This Time Self-Hosted
dark mode light mode Search

The subtlety of modern CPUs, or the search for the phantom bug

Yesterday I have released a new version of unpaper which is now in Portage, even though is dependencies are not exactly straightforward after making it use libav. But when I packaged it, I realized that the tests were failing — but I have been sure to run the tests all the time while making changes to make sure not to break the algorithms which (as you may remember) I have not designed or written — I don’t really have enough math to figure out what’s going on with them. I was able to simplify a few things but I needed Luca’s help for the most part.

Turned out that the problem only happened when building with -O2 -march=native so I decided to restrict tests and look into it in the morning again. Indeed, on Excelsior, using -march=native would cause it to fail, but on my laptop (where I have been running the test after every single commit), it would not fail. Why? Furthermore, Luca was also reporting test failures on his laptop with OSX and clang, but I had not tested there to begin with.

A quick inspection of one of the failing tests’ outputs with vbindiff showed that the diffs would be quite minimal, one bit off at some non-obvious interval. It smelled like a very minimal change. After complaining on G+, Måns pushed me to the right direction: some instruction set that differs between the two.

My laptop uses the core-avx-i arch, while the server uses bdver1. They have different levels of SSE4 support – AMD having their own SSE4a implementation – and different extensions. I should probably have paid more attention here and noticed how the Bulldozer has FMA4 instructions, but I did not, it’ll show important later.
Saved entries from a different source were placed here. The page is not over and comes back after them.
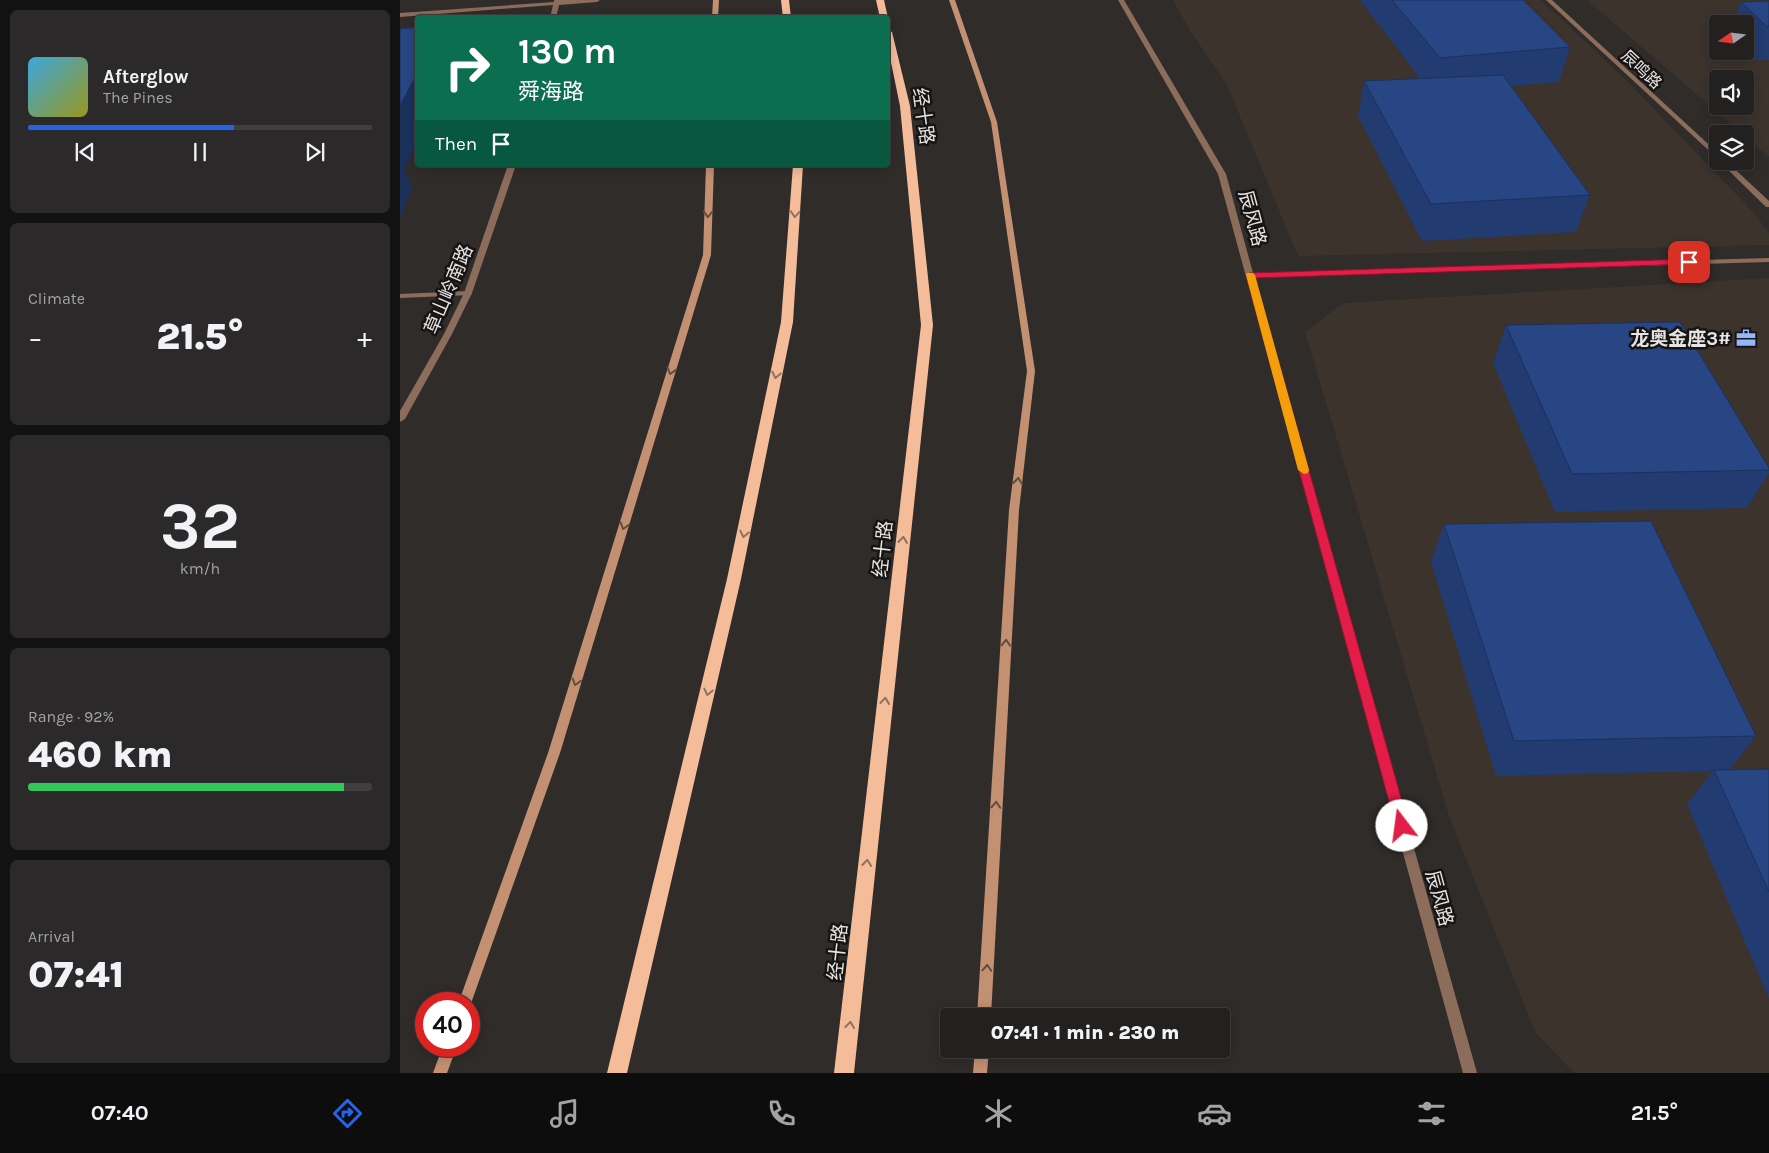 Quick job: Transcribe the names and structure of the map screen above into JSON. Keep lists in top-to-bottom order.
{
  "streets": {
    "highway": ["经十路"],
    "street": ["辰鸣路", "辰风路", "草山岭南路"]
  },
  "one_way": ["经十路"],
  "places": {
    "office": ["龙奥金座3#"]
  },
  "north": "left",
  "page": {
    "turn": ["130 m", "舜海路"],
    "song": ["Afterglow", "The Pines"],
    "then": "Then",
    "tile": [
      "Climate",
      ["32", "km/h"],
      ["Range · 92%", "460 km"],
      ["Arrival", "07:41"]
    ],
    "heat": ["−", "21.5°", "+"],
    "limit": "40",
    "trip": "07:41 · 1 min · 230 m",
    "tabs": ["07:40", "21.5°"]
  }
}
I decided to start disabling extensions in alphabetical order, mostly expecting the problem to be in AMD’s implementation of some instructions pending some microcode update. When I disabled AVX, the problem went away — AVX has essentially a new encoding of instructions, so enabling AVX causes all the instructions otherwise present in SSE to be re-encoded, and is a dependency for FMA4 instructions to be usable.

The problem was reducing the code enough to be able to figure out if the problem was a bug in the code, in the compiler, in the CPU or just in the assumptions. Given that unpaper is over five thousands lines of code and comments, I needed to reduce it a lot. Luckily, there are ways around it.
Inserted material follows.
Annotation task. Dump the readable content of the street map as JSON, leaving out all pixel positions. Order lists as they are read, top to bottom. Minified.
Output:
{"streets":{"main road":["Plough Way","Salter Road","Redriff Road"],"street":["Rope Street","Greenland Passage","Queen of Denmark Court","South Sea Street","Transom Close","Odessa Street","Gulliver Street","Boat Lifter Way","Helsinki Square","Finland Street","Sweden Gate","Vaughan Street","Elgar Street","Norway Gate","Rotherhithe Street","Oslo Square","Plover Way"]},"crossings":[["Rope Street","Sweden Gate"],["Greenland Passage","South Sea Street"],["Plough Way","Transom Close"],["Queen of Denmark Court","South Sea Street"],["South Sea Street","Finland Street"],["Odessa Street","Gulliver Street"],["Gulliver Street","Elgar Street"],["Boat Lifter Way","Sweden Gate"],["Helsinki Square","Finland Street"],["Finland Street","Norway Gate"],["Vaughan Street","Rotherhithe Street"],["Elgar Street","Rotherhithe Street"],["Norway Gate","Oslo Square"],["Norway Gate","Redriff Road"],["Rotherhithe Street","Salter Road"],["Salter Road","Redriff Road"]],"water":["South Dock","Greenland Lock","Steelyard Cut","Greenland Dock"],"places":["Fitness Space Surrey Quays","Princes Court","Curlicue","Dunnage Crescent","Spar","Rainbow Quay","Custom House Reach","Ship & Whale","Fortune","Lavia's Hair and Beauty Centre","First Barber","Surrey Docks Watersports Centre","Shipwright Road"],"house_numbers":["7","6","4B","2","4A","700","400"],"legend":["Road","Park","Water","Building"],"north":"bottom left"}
The first step is to look in which part of the code the problem appears. Luckily unpaper is designed with a bunch of functions that run one after the other. I started disabling filters and masks and I was able to limit the problem to the deskewing code — which is when most of the problems happened before.

But even the deskewing code is a lot — and it depends on at least some part of the general processing to be run, including loading the file and converting it to an AVFrame structure. I decided to try to reduce the code to a standalone unit calling into the full deskewing code. But when I copied over and looked at how much code was involved, between the skew detection and the actual rotation, it was still a lot. I decided to start looking with gdb to figure out which of the two halves was misbehaving.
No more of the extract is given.